Let’s first address the table stakes among digital assistants — weather, sports, news, smart home functions, etc. I feel they all do these jobs equally well, with little differences.

For example: let’s say my living room Lurton Caséta dimmer is at 5%, but I want to raise it to 100%. If I tell Alexa to “turn on the living room lights”, Alexa is smart enough to interpret my intent as a human would and just raise the lights. A human might have more snark at first. Siri, on the other hand, does not understand my intent. If I issue the same command to her, she does nothing because the lights are already on.
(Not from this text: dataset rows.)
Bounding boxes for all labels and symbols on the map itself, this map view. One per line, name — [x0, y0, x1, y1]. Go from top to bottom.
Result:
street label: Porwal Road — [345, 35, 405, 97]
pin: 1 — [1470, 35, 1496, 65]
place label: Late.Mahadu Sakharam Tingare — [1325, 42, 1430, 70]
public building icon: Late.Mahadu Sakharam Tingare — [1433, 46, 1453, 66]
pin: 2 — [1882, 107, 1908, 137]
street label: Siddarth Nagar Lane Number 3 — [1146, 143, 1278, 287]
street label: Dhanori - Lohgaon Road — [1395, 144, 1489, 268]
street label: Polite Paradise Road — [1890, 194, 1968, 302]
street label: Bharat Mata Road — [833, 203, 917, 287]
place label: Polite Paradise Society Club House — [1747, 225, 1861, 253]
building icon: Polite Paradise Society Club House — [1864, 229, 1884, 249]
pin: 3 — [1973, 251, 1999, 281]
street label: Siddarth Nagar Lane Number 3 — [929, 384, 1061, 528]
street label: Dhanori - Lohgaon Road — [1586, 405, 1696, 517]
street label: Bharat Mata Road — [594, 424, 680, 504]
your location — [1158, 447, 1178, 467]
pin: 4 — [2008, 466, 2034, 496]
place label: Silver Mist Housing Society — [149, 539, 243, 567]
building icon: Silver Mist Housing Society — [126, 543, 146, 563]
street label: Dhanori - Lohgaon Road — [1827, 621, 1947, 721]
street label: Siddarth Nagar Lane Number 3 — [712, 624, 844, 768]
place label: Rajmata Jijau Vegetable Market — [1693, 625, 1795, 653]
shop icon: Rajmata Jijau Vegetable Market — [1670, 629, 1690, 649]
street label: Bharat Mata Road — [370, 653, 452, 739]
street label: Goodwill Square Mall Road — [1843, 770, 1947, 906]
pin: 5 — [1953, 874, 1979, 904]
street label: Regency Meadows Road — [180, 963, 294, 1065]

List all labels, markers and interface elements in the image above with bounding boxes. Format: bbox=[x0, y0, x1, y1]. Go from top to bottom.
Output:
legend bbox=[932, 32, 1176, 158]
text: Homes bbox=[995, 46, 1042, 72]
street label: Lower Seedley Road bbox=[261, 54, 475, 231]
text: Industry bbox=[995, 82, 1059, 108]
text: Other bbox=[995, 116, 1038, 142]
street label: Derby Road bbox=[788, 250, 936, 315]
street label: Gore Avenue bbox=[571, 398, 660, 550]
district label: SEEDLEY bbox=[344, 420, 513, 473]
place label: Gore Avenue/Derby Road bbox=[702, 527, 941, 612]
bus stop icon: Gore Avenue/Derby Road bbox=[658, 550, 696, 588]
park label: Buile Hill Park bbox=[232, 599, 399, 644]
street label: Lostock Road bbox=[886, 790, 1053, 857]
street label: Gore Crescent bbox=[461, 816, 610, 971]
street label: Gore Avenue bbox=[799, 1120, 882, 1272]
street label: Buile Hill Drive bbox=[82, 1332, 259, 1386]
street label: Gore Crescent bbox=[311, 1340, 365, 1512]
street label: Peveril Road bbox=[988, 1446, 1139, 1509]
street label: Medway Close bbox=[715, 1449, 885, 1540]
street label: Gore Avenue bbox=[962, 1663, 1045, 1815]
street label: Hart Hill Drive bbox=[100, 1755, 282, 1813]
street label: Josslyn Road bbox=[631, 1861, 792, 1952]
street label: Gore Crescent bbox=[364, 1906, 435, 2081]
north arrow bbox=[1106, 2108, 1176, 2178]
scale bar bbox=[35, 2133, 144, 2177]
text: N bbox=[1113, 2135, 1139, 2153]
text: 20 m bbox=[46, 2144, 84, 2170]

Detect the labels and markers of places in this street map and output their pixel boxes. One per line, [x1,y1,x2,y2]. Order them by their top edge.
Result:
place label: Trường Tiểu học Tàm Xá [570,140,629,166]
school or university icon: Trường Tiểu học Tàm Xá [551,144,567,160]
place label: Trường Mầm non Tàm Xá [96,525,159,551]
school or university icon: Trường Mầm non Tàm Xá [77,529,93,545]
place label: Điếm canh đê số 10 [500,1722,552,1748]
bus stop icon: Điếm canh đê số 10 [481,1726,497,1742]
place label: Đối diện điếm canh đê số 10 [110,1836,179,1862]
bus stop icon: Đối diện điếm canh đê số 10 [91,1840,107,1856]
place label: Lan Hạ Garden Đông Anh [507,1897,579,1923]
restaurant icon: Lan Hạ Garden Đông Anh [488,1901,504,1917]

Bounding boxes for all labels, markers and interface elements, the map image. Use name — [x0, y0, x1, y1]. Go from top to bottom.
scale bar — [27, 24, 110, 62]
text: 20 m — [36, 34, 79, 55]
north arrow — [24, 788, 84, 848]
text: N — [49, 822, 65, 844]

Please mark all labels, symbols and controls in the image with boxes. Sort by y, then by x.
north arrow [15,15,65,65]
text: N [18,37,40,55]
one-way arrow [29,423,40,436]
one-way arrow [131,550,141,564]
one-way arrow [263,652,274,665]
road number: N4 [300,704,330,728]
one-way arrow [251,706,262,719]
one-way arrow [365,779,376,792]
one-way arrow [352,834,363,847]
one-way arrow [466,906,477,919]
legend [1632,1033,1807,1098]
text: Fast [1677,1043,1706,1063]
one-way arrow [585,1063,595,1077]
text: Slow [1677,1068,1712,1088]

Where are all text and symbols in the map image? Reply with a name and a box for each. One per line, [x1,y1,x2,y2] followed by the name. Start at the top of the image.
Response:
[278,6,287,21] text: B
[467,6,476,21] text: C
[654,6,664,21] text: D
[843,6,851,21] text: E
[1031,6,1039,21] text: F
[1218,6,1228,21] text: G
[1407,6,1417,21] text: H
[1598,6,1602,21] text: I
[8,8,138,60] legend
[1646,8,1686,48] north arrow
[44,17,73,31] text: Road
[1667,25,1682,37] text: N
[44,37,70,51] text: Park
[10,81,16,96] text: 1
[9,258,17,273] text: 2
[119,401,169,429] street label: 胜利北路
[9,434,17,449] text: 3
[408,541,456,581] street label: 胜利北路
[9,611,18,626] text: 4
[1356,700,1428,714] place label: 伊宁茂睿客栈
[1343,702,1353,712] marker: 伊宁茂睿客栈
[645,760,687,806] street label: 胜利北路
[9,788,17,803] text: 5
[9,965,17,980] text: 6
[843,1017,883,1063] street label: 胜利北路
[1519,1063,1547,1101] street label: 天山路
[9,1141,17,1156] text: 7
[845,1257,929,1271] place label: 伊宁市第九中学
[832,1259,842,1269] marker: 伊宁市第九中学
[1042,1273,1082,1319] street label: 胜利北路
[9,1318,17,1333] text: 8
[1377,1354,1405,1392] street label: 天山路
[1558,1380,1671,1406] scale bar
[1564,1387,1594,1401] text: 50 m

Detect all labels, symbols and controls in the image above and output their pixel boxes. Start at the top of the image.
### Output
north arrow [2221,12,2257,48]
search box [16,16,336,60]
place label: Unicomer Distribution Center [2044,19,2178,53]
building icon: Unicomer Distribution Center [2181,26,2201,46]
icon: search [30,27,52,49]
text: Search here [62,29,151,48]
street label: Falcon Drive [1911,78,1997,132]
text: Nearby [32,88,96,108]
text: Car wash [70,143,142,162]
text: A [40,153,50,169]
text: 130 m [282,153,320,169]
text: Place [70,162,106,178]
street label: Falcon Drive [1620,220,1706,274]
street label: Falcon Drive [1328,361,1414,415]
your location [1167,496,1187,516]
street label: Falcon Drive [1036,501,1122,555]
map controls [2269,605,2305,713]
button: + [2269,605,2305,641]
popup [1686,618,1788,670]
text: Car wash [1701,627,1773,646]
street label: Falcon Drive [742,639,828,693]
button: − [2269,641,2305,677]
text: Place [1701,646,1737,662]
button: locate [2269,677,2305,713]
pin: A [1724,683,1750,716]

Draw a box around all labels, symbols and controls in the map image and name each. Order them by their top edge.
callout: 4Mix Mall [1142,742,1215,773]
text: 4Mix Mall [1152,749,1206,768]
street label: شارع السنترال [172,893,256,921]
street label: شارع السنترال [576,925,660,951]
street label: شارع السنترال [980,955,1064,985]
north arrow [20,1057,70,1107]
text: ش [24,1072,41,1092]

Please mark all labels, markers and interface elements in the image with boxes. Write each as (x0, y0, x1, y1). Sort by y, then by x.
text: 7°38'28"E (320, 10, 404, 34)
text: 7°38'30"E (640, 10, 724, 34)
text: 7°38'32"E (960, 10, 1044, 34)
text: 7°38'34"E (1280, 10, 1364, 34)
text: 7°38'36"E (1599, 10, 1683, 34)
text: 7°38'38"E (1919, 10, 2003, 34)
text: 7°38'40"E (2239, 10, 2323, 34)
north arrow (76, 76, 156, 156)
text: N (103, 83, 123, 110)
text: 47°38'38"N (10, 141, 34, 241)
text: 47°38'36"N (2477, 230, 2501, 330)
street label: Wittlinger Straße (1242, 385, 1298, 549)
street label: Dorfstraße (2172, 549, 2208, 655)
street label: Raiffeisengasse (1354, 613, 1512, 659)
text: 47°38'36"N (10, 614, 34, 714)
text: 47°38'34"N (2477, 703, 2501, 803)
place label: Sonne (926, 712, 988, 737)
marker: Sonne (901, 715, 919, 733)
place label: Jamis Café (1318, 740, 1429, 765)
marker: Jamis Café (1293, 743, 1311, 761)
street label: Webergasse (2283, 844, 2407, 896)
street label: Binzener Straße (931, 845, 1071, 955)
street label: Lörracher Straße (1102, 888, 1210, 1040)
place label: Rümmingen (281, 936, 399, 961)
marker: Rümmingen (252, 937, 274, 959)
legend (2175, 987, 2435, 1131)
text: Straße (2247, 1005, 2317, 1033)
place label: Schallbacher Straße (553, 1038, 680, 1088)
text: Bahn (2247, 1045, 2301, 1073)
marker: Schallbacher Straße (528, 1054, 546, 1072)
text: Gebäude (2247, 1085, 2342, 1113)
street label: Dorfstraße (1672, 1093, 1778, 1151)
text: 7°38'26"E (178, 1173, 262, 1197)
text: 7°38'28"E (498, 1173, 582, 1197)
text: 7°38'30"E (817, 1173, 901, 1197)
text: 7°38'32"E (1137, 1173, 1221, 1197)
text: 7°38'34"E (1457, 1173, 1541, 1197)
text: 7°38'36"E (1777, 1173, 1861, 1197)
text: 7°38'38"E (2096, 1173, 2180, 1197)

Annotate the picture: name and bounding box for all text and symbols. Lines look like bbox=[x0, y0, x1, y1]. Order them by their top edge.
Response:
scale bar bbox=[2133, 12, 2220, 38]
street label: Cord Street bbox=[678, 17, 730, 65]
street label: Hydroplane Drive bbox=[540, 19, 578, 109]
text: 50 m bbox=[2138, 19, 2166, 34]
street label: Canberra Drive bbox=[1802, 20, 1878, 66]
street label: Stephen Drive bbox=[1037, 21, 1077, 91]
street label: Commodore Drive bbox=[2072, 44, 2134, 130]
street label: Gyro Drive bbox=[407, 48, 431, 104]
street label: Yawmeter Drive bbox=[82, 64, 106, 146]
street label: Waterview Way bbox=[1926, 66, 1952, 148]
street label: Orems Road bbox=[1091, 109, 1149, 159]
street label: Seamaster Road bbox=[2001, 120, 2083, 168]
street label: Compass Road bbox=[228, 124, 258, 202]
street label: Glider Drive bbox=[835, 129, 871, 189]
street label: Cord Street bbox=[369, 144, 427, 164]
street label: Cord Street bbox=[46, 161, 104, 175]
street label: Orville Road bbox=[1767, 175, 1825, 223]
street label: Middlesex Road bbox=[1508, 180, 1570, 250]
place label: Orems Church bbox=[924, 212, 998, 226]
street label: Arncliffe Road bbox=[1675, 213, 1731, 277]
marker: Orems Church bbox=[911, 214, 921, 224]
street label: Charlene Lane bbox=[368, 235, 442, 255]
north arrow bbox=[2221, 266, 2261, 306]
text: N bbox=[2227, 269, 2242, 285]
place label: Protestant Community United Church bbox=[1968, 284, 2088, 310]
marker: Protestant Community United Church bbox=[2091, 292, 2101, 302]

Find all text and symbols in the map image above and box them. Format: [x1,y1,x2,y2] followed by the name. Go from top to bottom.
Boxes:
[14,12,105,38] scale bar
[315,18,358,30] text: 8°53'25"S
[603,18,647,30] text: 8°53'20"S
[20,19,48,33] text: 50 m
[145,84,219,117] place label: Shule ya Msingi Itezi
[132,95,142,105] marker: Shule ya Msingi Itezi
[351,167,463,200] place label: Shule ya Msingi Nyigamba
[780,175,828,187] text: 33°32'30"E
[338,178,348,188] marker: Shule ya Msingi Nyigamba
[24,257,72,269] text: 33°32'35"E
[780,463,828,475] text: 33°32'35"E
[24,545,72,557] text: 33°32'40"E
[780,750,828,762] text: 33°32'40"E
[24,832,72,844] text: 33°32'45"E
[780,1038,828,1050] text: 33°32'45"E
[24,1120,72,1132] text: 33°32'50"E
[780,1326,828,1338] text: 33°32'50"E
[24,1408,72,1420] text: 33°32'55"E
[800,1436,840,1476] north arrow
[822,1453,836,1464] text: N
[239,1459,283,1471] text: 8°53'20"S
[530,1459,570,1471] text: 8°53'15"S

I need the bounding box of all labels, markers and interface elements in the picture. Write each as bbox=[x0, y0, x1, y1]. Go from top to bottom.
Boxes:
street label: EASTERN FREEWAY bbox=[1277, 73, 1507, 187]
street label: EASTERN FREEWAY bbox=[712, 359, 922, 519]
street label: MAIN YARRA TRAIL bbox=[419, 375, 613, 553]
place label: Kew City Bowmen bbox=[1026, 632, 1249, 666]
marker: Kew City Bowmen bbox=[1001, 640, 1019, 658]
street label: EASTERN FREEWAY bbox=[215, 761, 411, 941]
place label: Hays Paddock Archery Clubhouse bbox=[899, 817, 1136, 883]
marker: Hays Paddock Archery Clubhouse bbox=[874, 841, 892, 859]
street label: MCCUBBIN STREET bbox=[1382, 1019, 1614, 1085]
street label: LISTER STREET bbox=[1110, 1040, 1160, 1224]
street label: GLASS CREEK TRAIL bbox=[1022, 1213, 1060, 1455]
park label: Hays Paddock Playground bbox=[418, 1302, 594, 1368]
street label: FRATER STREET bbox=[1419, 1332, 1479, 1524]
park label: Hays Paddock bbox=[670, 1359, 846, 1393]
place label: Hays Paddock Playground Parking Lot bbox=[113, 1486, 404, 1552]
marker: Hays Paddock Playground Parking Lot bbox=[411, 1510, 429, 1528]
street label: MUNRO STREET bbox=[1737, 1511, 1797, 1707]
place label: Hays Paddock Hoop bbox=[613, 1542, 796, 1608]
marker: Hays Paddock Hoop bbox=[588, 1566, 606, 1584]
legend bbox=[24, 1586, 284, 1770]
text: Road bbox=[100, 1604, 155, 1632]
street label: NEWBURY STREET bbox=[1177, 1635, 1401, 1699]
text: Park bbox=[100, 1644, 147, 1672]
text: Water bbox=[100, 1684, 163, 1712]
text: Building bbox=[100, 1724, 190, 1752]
As if a child, she might as well be saying “the lights are already on, duh”. I must specifically ask Siri to “set the lights to 100%” or some variation.

It’s a little annoyance, and although I prefer Alexa’s handling of the situation, there is still feature parity here.

General Knowledge

By contrast, I feel this is the main area in which Siri lacks consistent feature parity with the others. Even in my own circle of friends and family, the questions that fail the most fall into this category. These are usually questions I would never ask Siri myself, since I know she can’t answer them accurately (if at all). Here are just a few examples, comparing Siri and Alexa.

Are tomatoes a fruit?

  • Siri: Wolfram Alpha results with no direct answer to the question.
  • Alexa: “Yes, a tomato is a fruit.”

What is the largest freshwater lake in the world?

  • Siri: “Here’s what I found on the web.”
  • Alexa: “The largest freshwater lake by area is Lake Superior, at 31,795.5 square miles.”

What time is Brooklyn Nine-Nine on?

  • Siri: “Sorry, I couldn’t find anything called ‘Brooklyn Nine-Nine’ playing nearby.”
  • Alexa: “Season five of Brooklyn Nine-Nine airs on Fox Tuesdays at 9:30pm Eastern and 8:30pm Central.”

Now, I will say that Siri answered most of my general knowledge questions correctly (about 70% of them) as I was looking for the above examples. However, every time Siri doesn’t answer correctly or in an unexpected way, trust in the service takes another hit.

Siri’s negative perception will continue to increase until Apple addresses this area and others (hopefully in some capacity at this year’s WWDC). This isn’t Siri’s only problem, but I think it’s the biggest one. Severely reducing dumps to web searches (like above) is another one. As Siri and voice input are increasingly positioned at the forefront of new computing methods, the last thing Apple needs is to be thought of as behind. Does this all make Siri dumb? No. It makes her less consistent.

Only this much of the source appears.